The current US macroeconomic indicators point to a higher probability of an economic soft landing, so the Federal Reserve's 50 basis point rate cut in September and another 25 basis point cut in November are in line with previous expectations. As for whether there will be another rate cut before the end of 2024? Despite market caution regarding economic re-inflation, Schroders Global believes there is a chance of another 25 basis point rate cut in December.
In response to these uncertainties, in terms of bond types, it is still advisable to favor high credit quality investment grade corporate bonds, as these companies are usually better prepared to deal with downturns in the business cycle and benefit from lower operating costs due to falling interest rates. In terms of regions, European valuations are more attractive than those of the US, with a higher potential for bond price increases. Caution is advised when it comes to high yield bonds, as valuations are under pressure, and downside risks need to be monitored if the macroeconomic environment deteriorates.

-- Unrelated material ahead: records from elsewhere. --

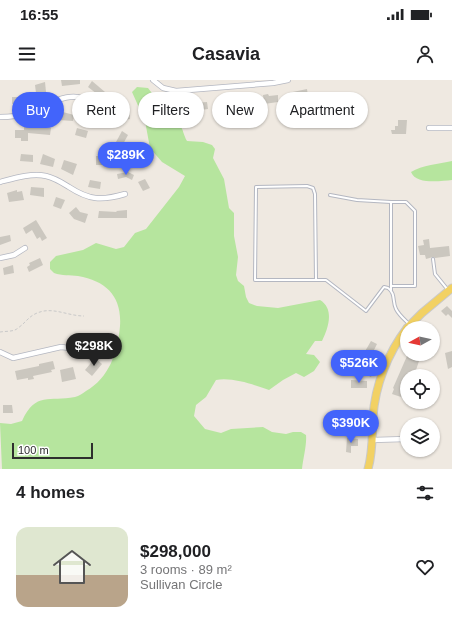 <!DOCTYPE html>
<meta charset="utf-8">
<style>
body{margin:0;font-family:Arial,sans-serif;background:#f2f2f2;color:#202124;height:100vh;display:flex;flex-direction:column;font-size:15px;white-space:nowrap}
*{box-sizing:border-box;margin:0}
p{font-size:13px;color:#757577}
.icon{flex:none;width:22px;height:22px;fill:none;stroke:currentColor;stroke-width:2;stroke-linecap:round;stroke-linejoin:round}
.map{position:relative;height:389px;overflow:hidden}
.details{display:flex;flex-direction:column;background:#fff;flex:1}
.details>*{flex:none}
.hud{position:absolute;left:12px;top:12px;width:428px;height:36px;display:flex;gap:8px}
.needle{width:26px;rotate:262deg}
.tools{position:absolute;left:400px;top:241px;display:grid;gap:8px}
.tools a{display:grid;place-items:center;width:40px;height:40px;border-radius:50%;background:#fff;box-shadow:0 1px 3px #0004;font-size:20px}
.scale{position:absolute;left:12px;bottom:10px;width:81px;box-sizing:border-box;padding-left:4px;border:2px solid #2e2e2e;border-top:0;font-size:11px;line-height:14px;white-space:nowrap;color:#2e2e2e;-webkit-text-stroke:3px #fff;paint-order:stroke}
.price{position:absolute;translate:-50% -34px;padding:0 9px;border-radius:14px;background:#4264fb;color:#fff;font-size:13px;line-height:26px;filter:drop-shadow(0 1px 2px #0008)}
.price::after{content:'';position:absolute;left:50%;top:24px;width:12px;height:9px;margin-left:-6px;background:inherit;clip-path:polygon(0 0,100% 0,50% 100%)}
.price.selected{background:#222;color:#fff}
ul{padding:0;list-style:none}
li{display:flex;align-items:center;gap:12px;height:100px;padding:0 16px}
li+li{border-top:1px solid #e0e0e0}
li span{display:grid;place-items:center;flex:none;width:112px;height:80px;border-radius:12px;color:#555}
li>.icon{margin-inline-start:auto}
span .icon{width:48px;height:48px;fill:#fffc;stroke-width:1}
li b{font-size:17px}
h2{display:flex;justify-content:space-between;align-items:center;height:48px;padding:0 16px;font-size:17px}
.chip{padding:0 14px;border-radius:18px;background:#fff;box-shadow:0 1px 3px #0004;font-size:14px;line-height:36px}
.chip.selected{background:#4264fb;color:#fff}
.status{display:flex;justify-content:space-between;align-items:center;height:28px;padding:0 20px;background:#fff;direction:ltr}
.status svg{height:11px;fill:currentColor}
header{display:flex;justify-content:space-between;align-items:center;height:52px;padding:0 16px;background:#fff;font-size:18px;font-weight:800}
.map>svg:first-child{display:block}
.green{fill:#b6e59e}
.building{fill:#cbc7bf}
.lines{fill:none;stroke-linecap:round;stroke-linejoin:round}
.service-casing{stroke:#b4b7c1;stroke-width:4}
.minor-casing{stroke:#b4b7c1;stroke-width:6}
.primary-casing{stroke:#c9c9c9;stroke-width:9}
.path{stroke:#c9c9c9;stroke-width:1;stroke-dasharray:3 2;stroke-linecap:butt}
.service{stroke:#fff;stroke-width:2}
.minor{stroke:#fff;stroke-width:4.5}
.primary{stroke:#f2d163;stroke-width:7}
</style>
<div class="status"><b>16:55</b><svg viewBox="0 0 49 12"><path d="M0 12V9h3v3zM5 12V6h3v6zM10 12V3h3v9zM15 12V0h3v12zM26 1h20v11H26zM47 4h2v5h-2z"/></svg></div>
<header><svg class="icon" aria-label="menu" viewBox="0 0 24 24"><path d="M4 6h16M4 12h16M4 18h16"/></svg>Casavia<svg class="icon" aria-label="person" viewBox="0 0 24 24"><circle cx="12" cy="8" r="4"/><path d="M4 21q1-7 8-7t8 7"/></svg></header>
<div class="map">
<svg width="452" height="389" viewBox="0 0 452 389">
<rect width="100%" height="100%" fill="#efe9e1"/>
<!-- green -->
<g class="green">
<path d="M 137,7 L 148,8 L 155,17 L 169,42 C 186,46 180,48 187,61 L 203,62 L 212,65 L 215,69 L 213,78 L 224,99 L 229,128 L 234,133 L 234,156 L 238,177 L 236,195 L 238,201 L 244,206 L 246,217 L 249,223 L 257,226 L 278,228 L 320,220 C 335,229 328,249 322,261 L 315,261 L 306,274 L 314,275 L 320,282 L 314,291 L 304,297 L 296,293 L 283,300 L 269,310 C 254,305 233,297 216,300 L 206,317 L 196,325 L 194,336 L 205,349 L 221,353 L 231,349 L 263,347 L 272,352 L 286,354 L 293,352 L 301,352 L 306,355 C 307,364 303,379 302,389 L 2,389 L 0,343 L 11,344 L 22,341 C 36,311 49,322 75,317 C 79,316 83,313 86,311 C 109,298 118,272 120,246 C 122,217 107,201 78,196 C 70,195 62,196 54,193 L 50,189 L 50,182 L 56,176 L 83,170 L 96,163 L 116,169 L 124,167 L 135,153 L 146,149 L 179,107 L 185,96 L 162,82 L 150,68 L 145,41 L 132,12 Z"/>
<path d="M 452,81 L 452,100 C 441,101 416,105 411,92 C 422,85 439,84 452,81 Z"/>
</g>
<!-- building -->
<g class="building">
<path d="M 61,0 L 80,0 L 80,4 L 62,6 Z"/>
<path d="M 92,1 L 105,12 L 101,17 L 88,7 Z"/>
<path d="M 45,2 L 46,12 L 36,13 L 35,5 Z"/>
<path d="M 307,9 L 308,16 L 290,20 L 288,13 Z"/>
<path d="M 268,14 L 269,16 L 278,15 L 278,22 L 264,24 L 263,15 Z"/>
<path d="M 12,17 L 26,17 L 25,22 L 12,24 Z"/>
<path d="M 121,17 L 129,29 L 130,39 L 125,40 L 123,33 L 120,35 L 116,29 L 114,30 L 110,25 Z"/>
<path d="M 240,18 L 254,18 L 255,25 L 241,26 Z"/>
<path d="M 231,19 L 232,27 L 219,28 L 218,21 Z"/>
<path d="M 207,22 L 208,29 L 193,31 L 193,23 Z"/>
<path d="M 180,24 L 181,31 L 169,32 L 168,25 Z"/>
<path d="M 59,31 L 74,35 L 73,41 L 58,40 Z"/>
<path d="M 398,40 L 407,40 L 406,54 L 392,54 L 391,50 L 395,50 L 395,46 L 398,46 Z"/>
<path d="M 36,46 L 51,48 L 50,55 L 28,53 L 28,61 L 21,61 L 21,58 L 15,58 L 15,50 L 24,50 L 24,47 L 35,47 Z"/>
<path d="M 77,48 L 88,51 L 86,58 L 75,55 Z"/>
<path d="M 122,51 L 128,55 L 122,66 L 116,62 Z"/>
<path d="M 21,74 L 33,75 L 33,82 L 20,81 Z"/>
<path d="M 43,74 L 55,79 L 53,87 L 40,84 Z"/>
<path d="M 99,74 L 109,74 L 109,81 L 107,81 L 107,85 L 96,85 L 96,76 L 99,76 Z"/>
<path d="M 64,80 L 77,84 L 73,95 L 61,89 Z"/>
<path d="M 128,92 L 134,95 L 132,100 L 126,97 L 118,99 L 117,94 Z"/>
<path d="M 145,99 L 150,108 L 143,111 L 138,102 Z"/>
<path d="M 90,100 L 101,102 L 100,109 L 88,107 Z"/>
<path d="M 31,107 L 44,108 L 44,117 L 30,115 Z"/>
<path d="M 17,110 L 17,112 L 22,111 L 24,120 L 9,122 L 7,113 Z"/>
<path d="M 56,117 L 65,120 L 61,129 L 53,126 Z"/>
<path d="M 76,127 L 80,132 L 88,134 L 85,143 L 74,139 L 69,133 Z"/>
<path d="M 127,130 L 127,138 L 98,138 L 99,131 L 117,132 L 116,131 Z"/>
<path d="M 36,140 L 47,158 L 42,161 L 40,157 L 37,159 L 32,150 L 26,154 L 23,148 Z"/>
<path d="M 10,155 L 11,161 L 0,165 L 0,157 Z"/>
<path d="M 429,159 L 430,168 L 449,166 L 450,176 L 435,178 L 433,177 L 426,179 L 425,175 L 420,175 L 418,166 L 424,165 L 423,160 Z"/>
<path d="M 40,178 L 43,185 L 29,192 L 27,187 L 30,185 L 29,183 Z"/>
<path d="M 13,185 L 14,193 L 4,195 L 3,188 Z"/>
<path d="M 447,226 L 452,231 L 452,238 L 448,234 L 446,236 L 441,231 Z"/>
<path d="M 104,255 L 105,269 L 96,269 L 95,256 Z"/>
<path d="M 371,261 L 377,264 L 374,270 L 377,271 L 373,278 L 364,273 Z"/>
<path d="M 452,271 L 452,287 L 448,289 L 445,273 Z"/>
<path d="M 407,276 L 419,281 L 414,296 L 407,296 L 407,311 L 404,318 L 392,314 L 394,309 L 393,308 Z"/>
<path d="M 95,278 L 102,284 L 92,296 L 85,290 Z"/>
<path d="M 53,281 L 55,289 L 51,290 L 52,292 L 33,296 L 34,299 L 28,300 L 28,298 L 17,300 L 15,291 L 39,286 L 39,284 Z"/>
<path d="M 367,286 L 375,289 L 371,297 L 363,293 Z"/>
<path d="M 73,287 L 76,299 L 62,302 L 60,290 Z"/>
<path d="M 351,300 L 367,301 L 367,308 L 351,308 Z"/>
<path d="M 3,325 L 12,325 L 13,333 L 3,333 Z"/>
<path d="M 349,338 L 361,339 L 360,345 L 349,345 Z"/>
<path d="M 347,358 L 358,359 L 358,366 L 351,366 L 351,373 L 346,372 Z"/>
</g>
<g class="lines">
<defs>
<g id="service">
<path d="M 330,115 L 357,120 L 391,122 L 391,210"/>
<path d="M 391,122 L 406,122 L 415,131 L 415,206 L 392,206"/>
<path d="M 433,179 L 435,194 L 448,210"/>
<path d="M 316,200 L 315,114 L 313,108 L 307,106 L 256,107 L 255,200 L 326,200 L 366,231 L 384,207 L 388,208 C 396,214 392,221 396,229 C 399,235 404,239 409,244"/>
</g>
<g id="minor">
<path d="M 153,0 L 163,8 L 176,11 L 273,3 L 288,0"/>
<path d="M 0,37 C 9,37 19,36 27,33 C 46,26 72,7 91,23 C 97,29 101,37 105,44"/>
<path d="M 429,48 L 452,48"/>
<path d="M 0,102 C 15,98 31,93 46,96 C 55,98 61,102 69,107 C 89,120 101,121 125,114"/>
<path d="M 0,178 L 14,175 L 25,168"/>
<path d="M 0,272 L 13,278 L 61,267 L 78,269"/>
<path d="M 433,359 L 434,359"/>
<path d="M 372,360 L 407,359"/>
</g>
<g id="primary">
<path d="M 407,248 L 422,233 L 452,208"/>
<path d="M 368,389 C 373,372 372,354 373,337 C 375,305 388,273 407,248"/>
</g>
</defs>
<!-- service casing -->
<use href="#service" class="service-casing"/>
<!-- minor casing -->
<use href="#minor" class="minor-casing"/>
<!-- primary casing -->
<use href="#primary" class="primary-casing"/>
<!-- path -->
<path class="path" d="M 0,252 C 6,251 14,252 18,248 C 28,241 29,234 44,231 C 57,229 70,236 84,236"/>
<!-- service -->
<use href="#service" class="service"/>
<!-- minor -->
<use href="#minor" class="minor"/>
<!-- primary -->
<use href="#primary" class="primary"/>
</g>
</svg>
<div class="tools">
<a><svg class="needle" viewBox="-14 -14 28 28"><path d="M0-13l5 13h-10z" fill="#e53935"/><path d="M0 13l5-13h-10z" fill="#757577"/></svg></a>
<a><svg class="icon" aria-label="locate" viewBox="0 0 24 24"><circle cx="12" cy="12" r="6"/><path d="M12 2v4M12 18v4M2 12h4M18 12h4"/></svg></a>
<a><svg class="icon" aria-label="layers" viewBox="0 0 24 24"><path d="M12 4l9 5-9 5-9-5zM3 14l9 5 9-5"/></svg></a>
</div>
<div class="scale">100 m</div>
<b class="price" style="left:126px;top:96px">$289K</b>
<b class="price selected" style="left:94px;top:287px">$298K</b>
<b class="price" style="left:359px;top:304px">$526K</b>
<b class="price" style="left:351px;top:364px">$390K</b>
<div class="hud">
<a class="chip selected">Buy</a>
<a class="chip">Rent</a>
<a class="chip">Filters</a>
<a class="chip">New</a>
<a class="chip">Apartment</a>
</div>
</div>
<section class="details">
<h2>4 homes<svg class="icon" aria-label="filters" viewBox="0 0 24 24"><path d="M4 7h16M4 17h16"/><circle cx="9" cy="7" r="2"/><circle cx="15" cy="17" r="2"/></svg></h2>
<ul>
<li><span style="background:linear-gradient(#dfe7d0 60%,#b9a48a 0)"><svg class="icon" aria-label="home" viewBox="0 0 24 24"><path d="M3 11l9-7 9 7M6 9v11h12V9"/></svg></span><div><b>$298,000</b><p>3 rooms · 89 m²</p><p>Sullivan Circle</p></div><svg class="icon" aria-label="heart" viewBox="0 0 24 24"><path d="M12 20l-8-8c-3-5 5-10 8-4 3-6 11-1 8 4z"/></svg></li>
</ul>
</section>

In the Asian bond market, the performance has been impressive this year due to higher yields and significantly reduced default risk. Asian bonds show promise. Preference is given to financial sectors, banks, and industries that benefit from a high interest rate environment, as well as high credit quality corporate bonds from Australia and Japan. Chinese US dollar bonds require further fiscal stimulus to support a broader economy, especially the real estate market. In the long term, as long as consumer and business confidence recovers, genuine demand can be stimulated, reinforcing market sentiment.
After the US election, investors have shown increased confidence in risky assets, believing that the new US president and government will focus on boosting economic growth, leading to sustained recovery in the US and global stock markets. In contrast, bond investments may be constrained by re-inflation risks, leading to inferior investment valuations. Schroders Global does not agree with this view; in an environment of re-inflation, investors should be concerned about interest rate risk rather than credit risk. Government bonds with high interest rate sensitivity may indeed be affected in terms of bond performance, whereas corporate bonds with optimistic profit outlooks have growth potential, just as buying stocks is based on bullish business growth prospects.
It is expected that a more accommodative interest rate environment will be in place by the end of 2024, benefiting the global bond market. Flexibility in interest rate allocation will be maintained, and investors will patiently wait for more clarity on the intentions of the Trump administration towards Europe.